▶ [What you need to do]
Gather each line of the entries below that includes "road".

▶ [Data for this task]
════════

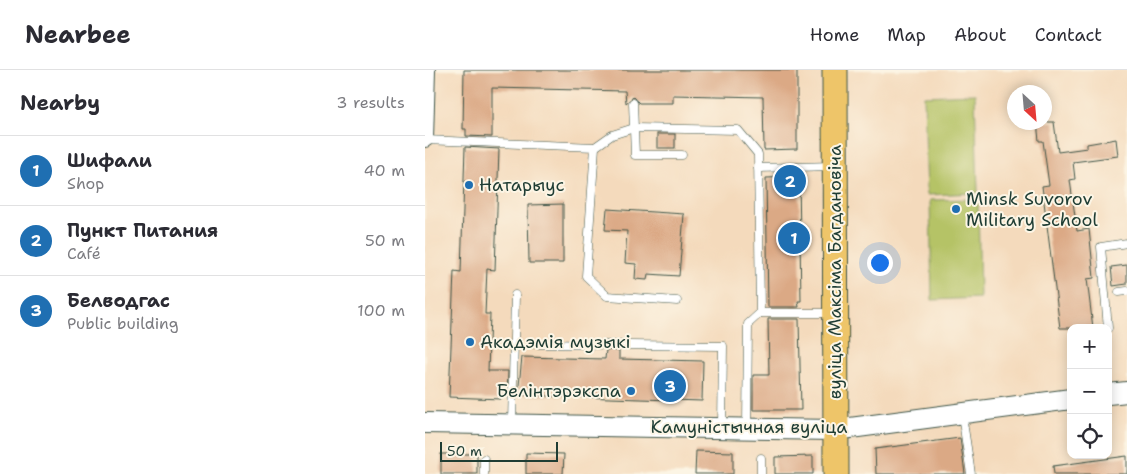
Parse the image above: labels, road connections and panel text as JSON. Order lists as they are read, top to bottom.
{
  "streets": {
    "main road": ["вуліца Максіма Багдановіча"],
    "street": ["Камуністычная вуліца"]
  },
  "crossings": [
    ["вуліца Максіма Багдановіча", "Камуністычная вуліца"]
  ],
  "places": [
    "Натарыус",
    "Minsk Suvorov Military School",
    "Акадэмія музыкі",
    "Белінтэрэкспа"
  ],
  "scale_bar": "50 m",
  "north": "bottom right",
  "page": {
    "header": "Nearbee",
    "nav": [
      "Home",
      "Map",
      "About",
      "Contact"
    ],
    "heading": ["Nearby", "3 results"],
    "list": [
      {
        "mark": "1",
        "name": "Шифали",
        "note": "Shop",
        "value": "40 m"
      },
      {
        "mark": "2",
        "name": "Пункт Питания",
        "note": "Café",
        "value": "50 m"
      },
      {
        "mark": "3",
        "name": "Белводгас",
        "note": "Public building",
        "value": "100 m"
      }
    ],
    "pins": ["2", "1", "3"],
    "map_buttons": ["+", "−"],
    "scale": "50 m"
  }
}
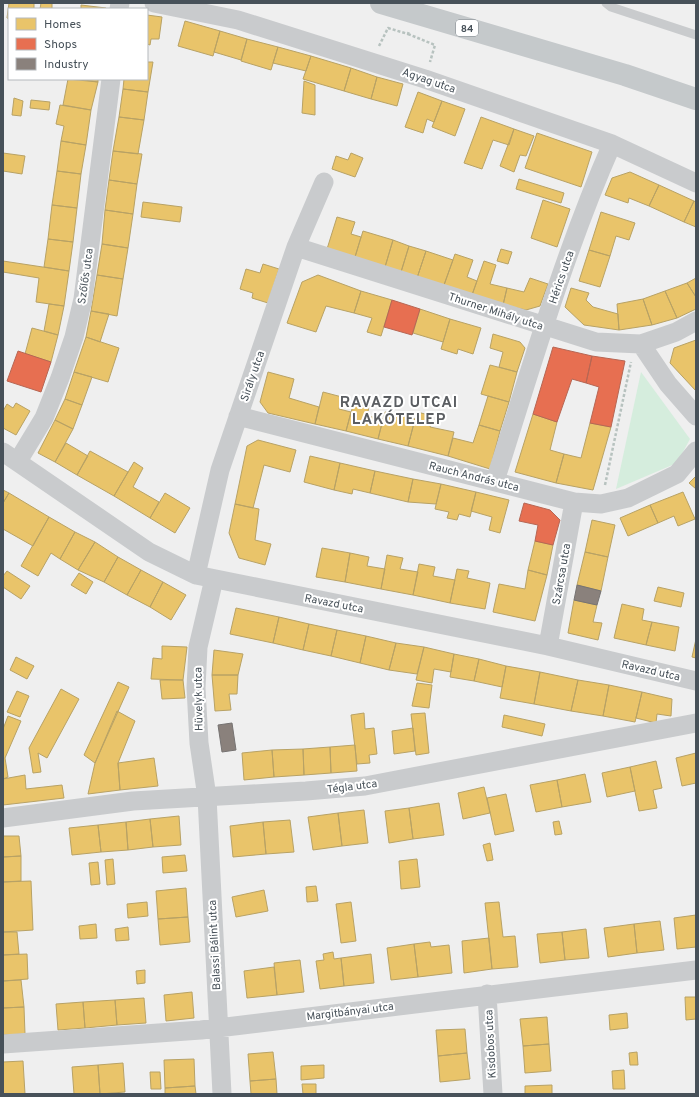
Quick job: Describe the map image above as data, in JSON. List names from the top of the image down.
{
  "streets": {
    "main road": ["84"],
    "street": [
      "Agyag utca",
      "Szőlős utca",
      "Hérics utca",
      "Thurner Mihály utca",
      "Sirály utca",
      "Rauch András utca",
      "Szárcsa utca",
      "Ravazd utca",
      "Hüvelyk utca",
      "Tégla utca",
      "Balassi Bálint utca",
      "Margitbányai utca",
      "Kisdobos utca"
    ]
  },
  "crossings": [
    ["Agyag utca", "Hérics utca"],
    ["Szőlős utca", "Ravazd utca"],
    ["Hérics utca", "Thurner Mihály utca"],
    ["Hérics utca", "Rauch András utca"],
    ["Thurner Mihály utca", "Sirály utca"],
    ["Sirály utca", "Rauch András utca"],
    ["Sirály utca", "Ravazd utca"],
    ["Rauch András utca", "Szárcsa utca"],
    ["Szárcsa utca", "Ravazd utca"],
    ["Ravazd utca", "Hüvelyk utca"],
    ["Hüvelyk utca", "Tégla utca"],
    ["Hüvelyk utca", "Balassi Bálint utca"],
    ["Tégla utca", "Balassi Bálint utca"],
    ["Balassi Bálint utca", "Margitbányai utca"],
    ["Margitbányai utca", "Kisdobos utca"]
  ],
  "districts": ["RAVAZD UTCAI LAKÓTELEP"],
  "legend": ["Homes", "Shops", "Industry"]
}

════════

▶ [Response for this exercise]
Parse the image above: labels, road connections and panel text as JSON. Order lists as they are read, top to bottom.
    "main road": ["вуліца Максіма Багдановіча"],
    "main road": ["84"],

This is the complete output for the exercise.